Variable price of soybean oil, exchange rate, export tax and CPO domestic
production, the four independent variables are not directly related to CPO export. This
is caused by the probability value of the five variables are ditas value α 5% (0.05) that
is 0,0517 for the price of soybean oil, 0,0985 for exchange rate, 0,6377 for export tax,
and 0,6791 for domestic production of CPO. To see the value of linkage of four
variables can be seen from the coefficient value where 16,76 for the price of soybean
oil, -4,84 for exchange rate, -16,14 for export tax and 0,007 for CPO domestic
production. The coefficient value of the soybean oil price equation illustrates that in
the short run CPO exports will increase by 16.76 units if the price of soybean oil
increases by 1 unit. The value of the exchange rate coefficient showing the value -
4.84 indicates that in the short run CPO exports will decrease by 4.84 units if the
exchange rate increases by 1 unit.
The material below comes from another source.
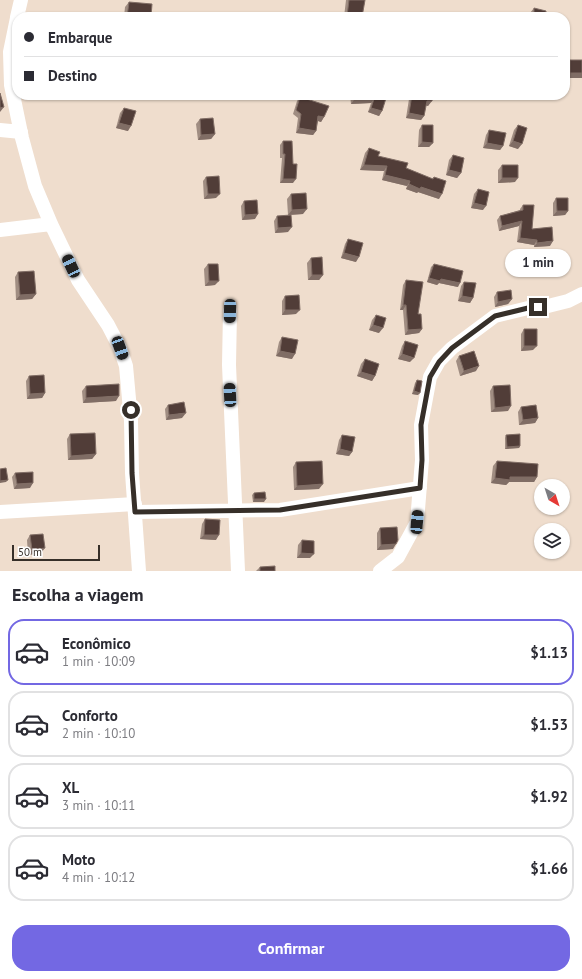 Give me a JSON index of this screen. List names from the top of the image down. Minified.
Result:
{"scale_bar":"50 m","north":"bottom right","page":{"banner":["Embarque","Destino"],"bubble":"1 min","scale":"50 m","heading":"Escolha a viagem","list":[{"name":"Econômico","note":"1 min · 10:09","value":"$1.13"},{"name":"Conforto","note":"2 min · 10:10","value":"$1.53"},{"name":"XL","note":"3 min · 10:11","value":"$1.92"},{"name":"Moto","note":"4 min · 10:12","value":"$1.66"}],"buttons":"Confirmar"}}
Furthermore, for the export tax variable, where the
coefficient value shows the value of -16.14 which means that in the short term CPO
export will decrease by 16.14 units if there is an increase of export tax of 1 unit. And
the last variable that is not significant is the production of CPO has a coefficient value
of 0.007 which means that in the short term CPO exports in the short term will
increase by 0.007 units if there is an increase in CPO production of 1 unit. In earlier
studies only domestic variables of CPO production have been interpreted in
cointegration in the short run. Interpretation done on the results of research by
Maryana (2011). Interpretation of CPO domestic production (PC) obtained a negative
interpretation. The results of Maryana's interpretation are different from the results of
this study, where the interpretation of domestic CPO production is positive in short-
term cointegration.
The value of the significance of independent variables that are below the value
of α 5% (0.05) is the variable inflation of 0.0335. This indicates that the inflation
variable in the short term is directly related to CPO exports. the coefficient value is
3615.370 indicates that CPO exports will tend to increase by 3615.37 units if inflation
increases by 1 unit. In the previous study, the inflation variable was not an
independent variable or regressor in short-term cointegration. Therefore, there is no
comparison of short-term interpretation of this study with previous research.